1. Online Scientific Lecture Highlights Advances in Biopolymer-Based Encapsulation, Lubrication, and Packaging Systems
  2. Online Scientific Lecture Highlights Advances in Biopolymer-Based Encapsulation, Lubrication, and Packaging Systems
  3. Online Scientific Lecture Highlights Advances in Biopolymer-Based Encapsulation, Lubrication, and Packaging Systems

 

As part of its efforts to expand international scientific cooperation and enhance the specialized knowledge of food researchers, the Research Institute of Food Science and Technology organized an online scientific lecture entitled “Designing Biopolymer-Based Encapsulation, Lubrication, and Packaging Systems.” The event was attended by faculty members, researchers, and students of the Institute.

The online lecture was delivered by Dr. Khalid Gul, a faculty member at the National Institute of Technology Rourkela, India, and a member of the editorial board of the prestigious international journal Food Packaging and Shelf Life. During the session, the latest scientific approaches and emerging technologies in the fields of bio-based packaging, smart food preservation systems, and shelf-life enhancement technologies were presented and discussed.

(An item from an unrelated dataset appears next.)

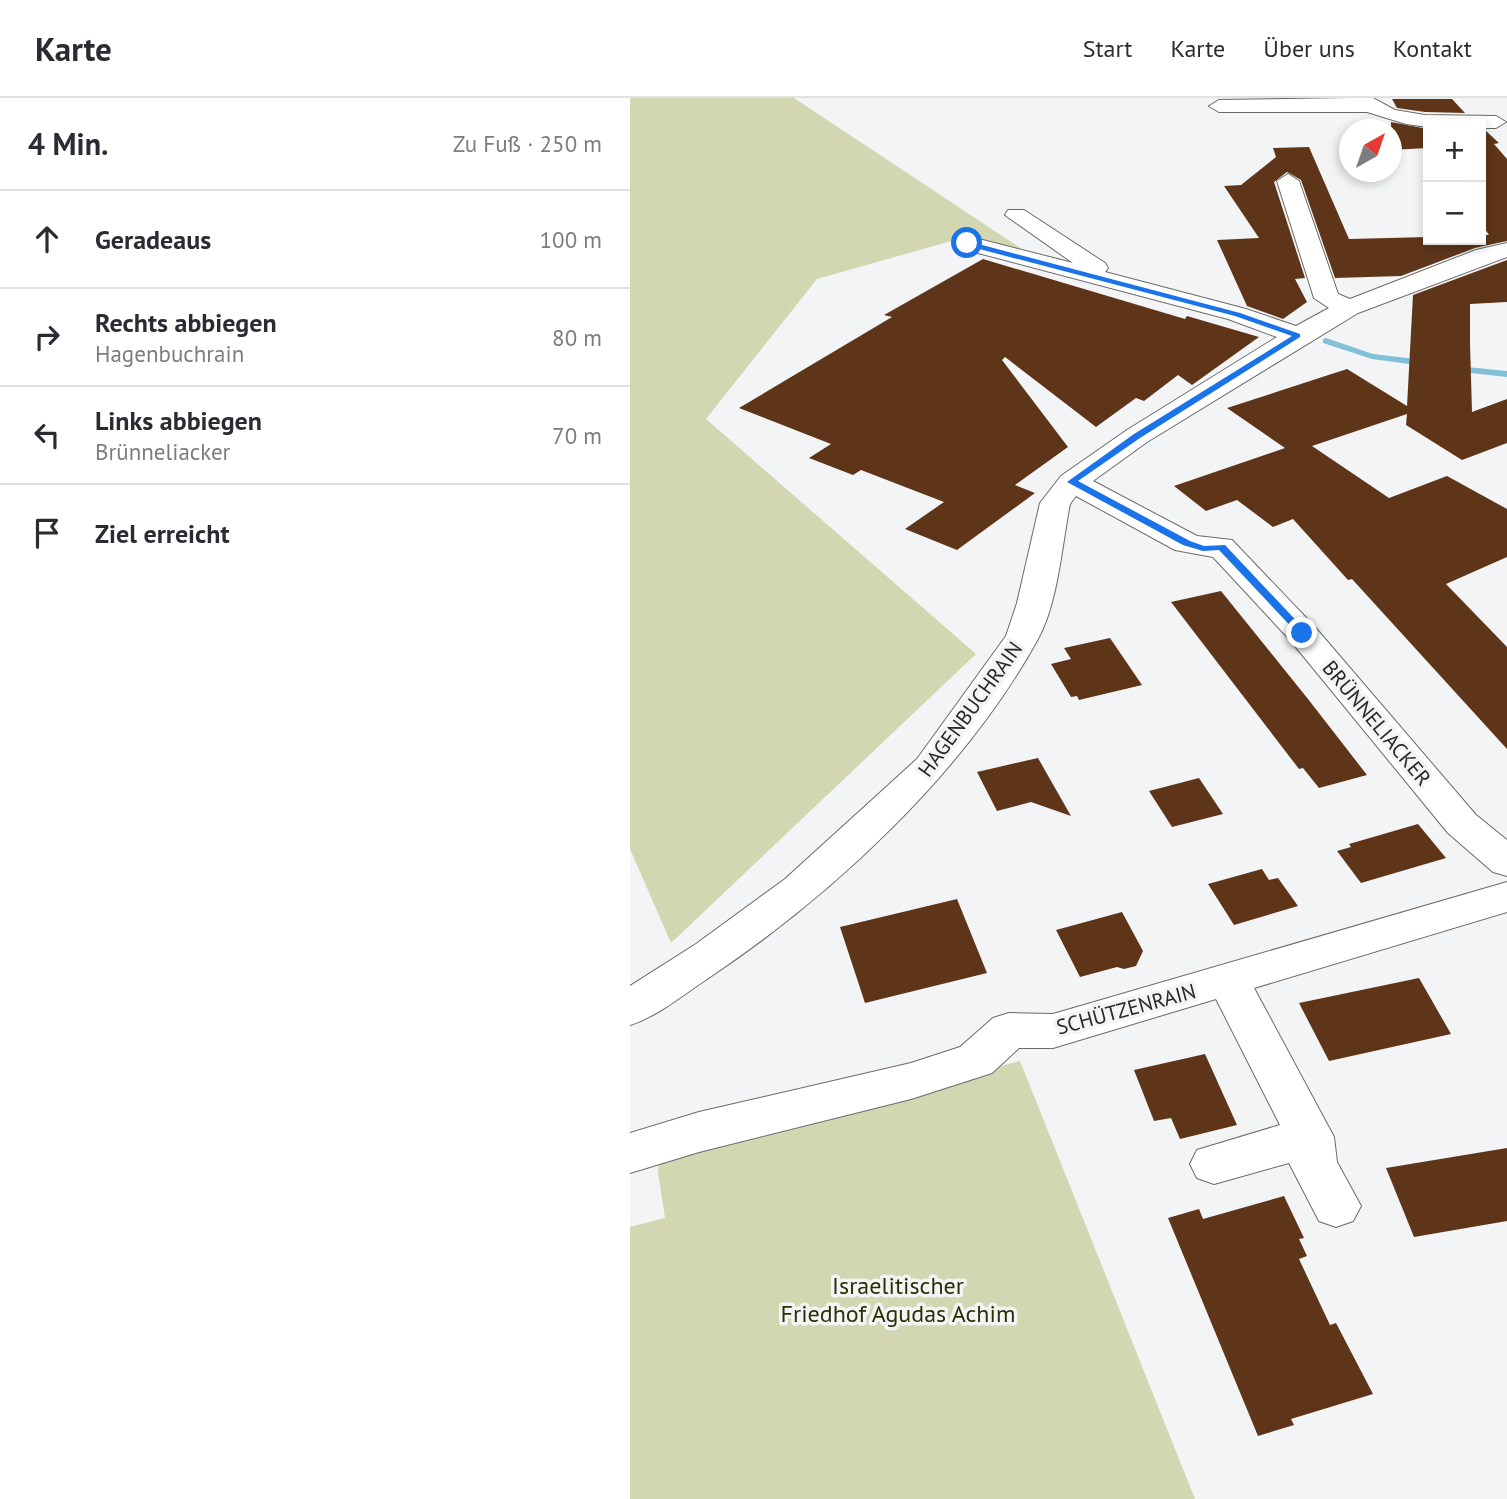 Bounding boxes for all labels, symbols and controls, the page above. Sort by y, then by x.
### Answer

At the beginning of his presentation, Dr. Gul introduced recent advances in encapsulation systems and explained their role in protecting bioactive compounds and enabling their controlled and targeted release. He noted that maintaining the stability of sensitive compounds such as antioxidants, vitamins, antimicrobial agents, and functional additives remains one of the major technological challenges in the food industry. According to Dr. Gul, encapsulation technologies can significantly improve the efficiency, safety, and quality of food products by protecting these compounds from environmental degradation.

Dr. Gul further discussed the role of biopolymers in the development of next-generation food packaging systems. He provided a scientific overview of the structure and functionality of active and intelligent packaging technologies and emphasized that the global packaging industry is increasingly moving toward biodegradable and environmentally friendly materials. These innovative technologies not only help reduce environmental impacts but also contribute to extending product shelf life and preserving food quality through improved control of moisture, oxygen, antimicrobial compounds, and storage conditions.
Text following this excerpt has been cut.